Mia memastikan kegiatan pasar murah akan digelar setiap bulan hingga Desember 2026.

Pasar murah akan digelar di 30 kecamatan, sedangkan GPM menjadi kegiatan yang dikolaborasikan dalam pelaksanaannya.

Komoditas utama yang disediakan secara rutin yakni beras SPHP, Minyakita, dan gula.

Mia mengatakan, Pemkot Surabaya memastikan beras SPHP dan Minyakita dijual maksimal sesuai Harga Eceran Tertinggi (HET), bahkan diupayakan lebih murah apabila memungkinkan.

"Kalau beras murah sih dimungkinkan, tapi kalau minyak sepertinya karena stok dari Bulog sendiri juga terbatas, maka tetap harus dijual sesuai HET," ujarnya.

UMKM dan Kelompok Tani Ikut Terlibat

Selain bahan pokok, kegiatan tersebut juga melibatkan UMKM dan kelompok tani (Poktan).
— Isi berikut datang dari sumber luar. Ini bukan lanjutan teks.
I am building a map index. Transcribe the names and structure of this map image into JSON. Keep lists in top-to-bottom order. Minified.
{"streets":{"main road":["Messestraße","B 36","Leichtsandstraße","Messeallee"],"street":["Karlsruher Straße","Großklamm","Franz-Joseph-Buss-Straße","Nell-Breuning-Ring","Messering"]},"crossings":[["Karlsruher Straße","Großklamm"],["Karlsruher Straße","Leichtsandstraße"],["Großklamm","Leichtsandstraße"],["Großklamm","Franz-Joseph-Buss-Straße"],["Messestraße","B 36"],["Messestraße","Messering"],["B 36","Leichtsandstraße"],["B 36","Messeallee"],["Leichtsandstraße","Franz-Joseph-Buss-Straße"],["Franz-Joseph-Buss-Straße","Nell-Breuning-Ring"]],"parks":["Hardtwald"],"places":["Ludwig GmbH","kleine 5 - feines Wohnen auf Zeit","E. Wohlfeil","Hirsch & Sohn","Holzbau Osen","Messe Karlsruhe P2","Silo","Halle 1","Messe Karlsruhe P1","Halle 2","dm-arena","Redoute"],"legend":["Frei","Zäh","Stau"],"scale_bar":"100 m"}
Produk hasil Poktan seperti lele dan sayuran turut dijual dengan harga lebih rendah dibandingkan harga pasar.

Kepala Bagian Perekonomian dan Sumber Daya Alam (BPSDA) Kota Surabaya Vykka Anggradevi Kusuma mengatakan, antusiasme warga menunjukkan bahwa pasar murah memberikan dampak terhadap daya beli masyarakat.

"Kalau terkait daya beli, pastinya daya beli masyarakat kalau kita lihat antusiasme ya, itu antusias banget karena memang apa yang dijual di sini itu harganya memang harga di bawah harga pasar," kata Vykka.
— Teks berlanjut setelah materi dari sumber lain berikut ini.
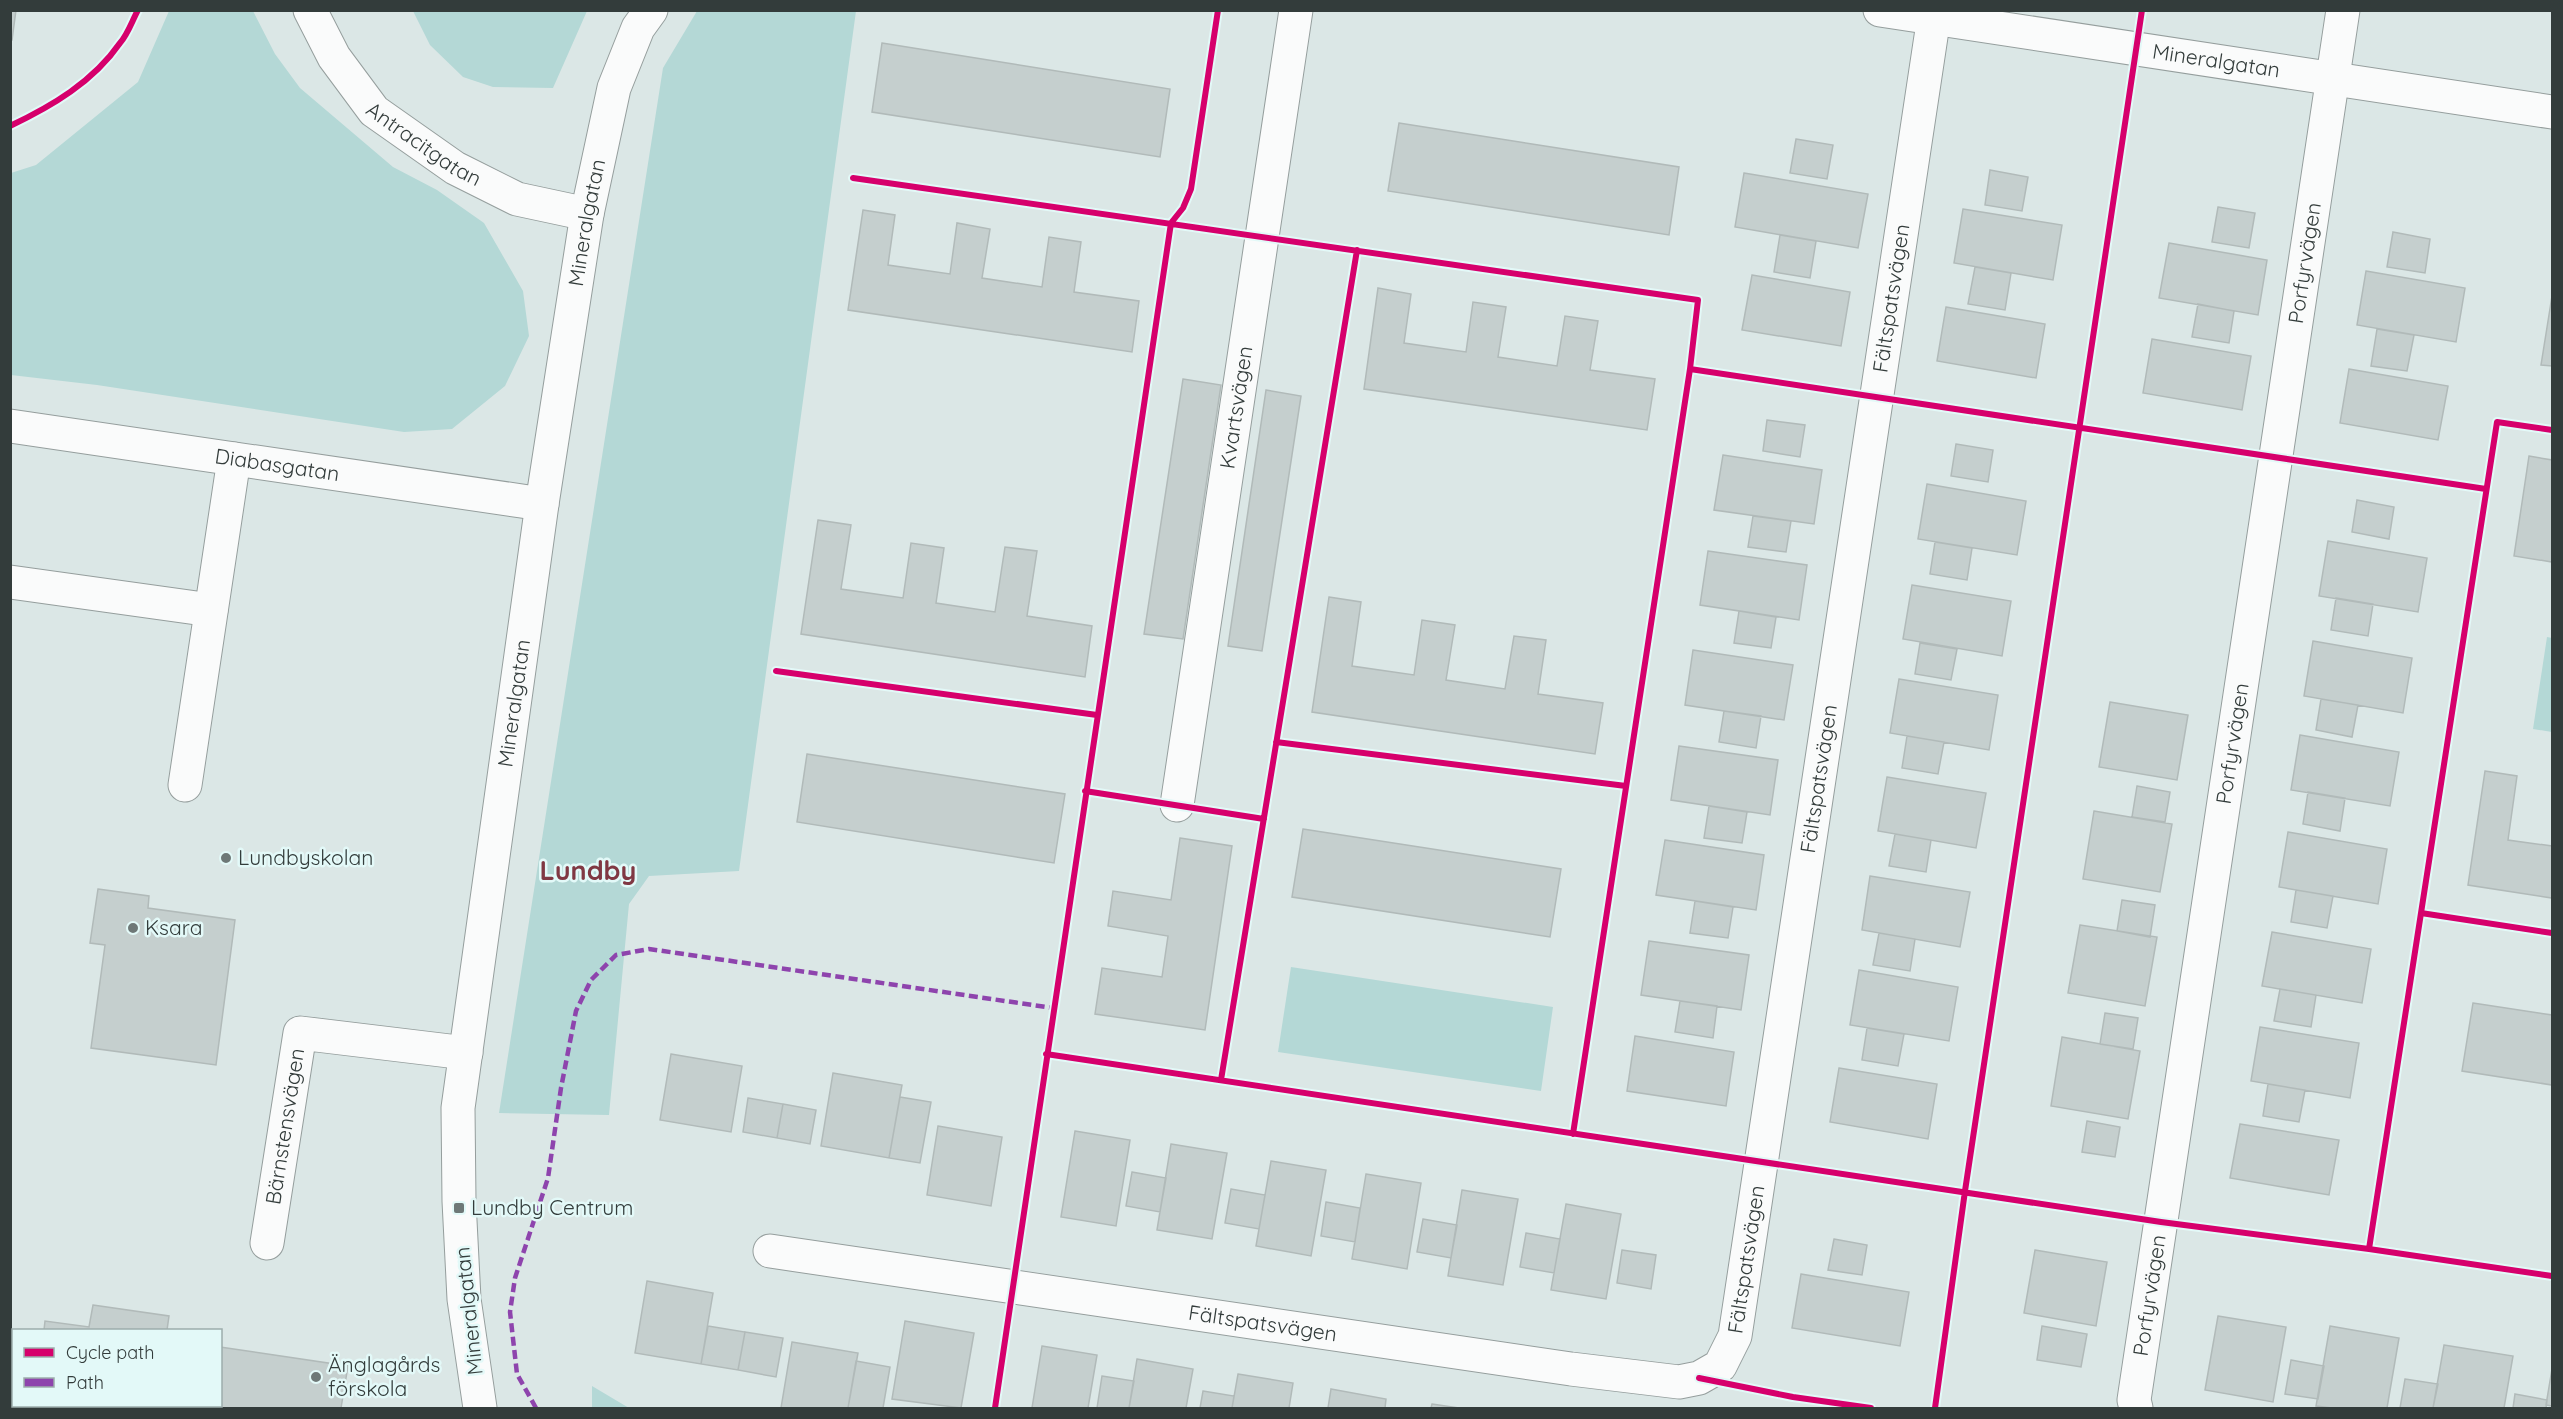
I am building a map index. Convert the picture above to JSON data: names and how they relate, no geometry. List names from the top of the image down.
{
  "streets": {
    "street": [
      "Mineralgatan",
      "Antracitgatan",
      "Porfyrvägen",
      "Fältspatsvägen",
      "Kvartsvägen",
      "Diabasgatan",
      "Bärnstensvägen"
    ]
  },
  "crossings": [
    ["Mineralgatan", "Antracitgatan"],
    ["Mineralgatan", "Porfyrvägen"],
    ["Mineralgatan", "Fältspatsvägen"],
    ["Mineralgatan", "Diabasgatan"],
    ["Mineralgatan", "Bärnstensvägen"]
  ],
  "districts": ["Lundby"],
  "places": {
    "other": ["Lundbyskolan", "Ksara", "Änglagårds förskola"],
    "transit": ["Lundby Centrum"]
  },
  "legend": ["Cycle path", "Path"]
}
Dia mencontohkan harga lele yang dijual Rp 22.000 per kilogram. Sementara harga lele di pasar bisa mencapai Rp 26.000 hingga Rp 27.000 per kilogram.

"Jadi kalau di pasar harganya Rp 26.000, Rp 27.000, di sini Poktan bisa menjual lele per kilogramnya hanya Rp 22.000. Jadi itu kan cukup jauh," ujarnya.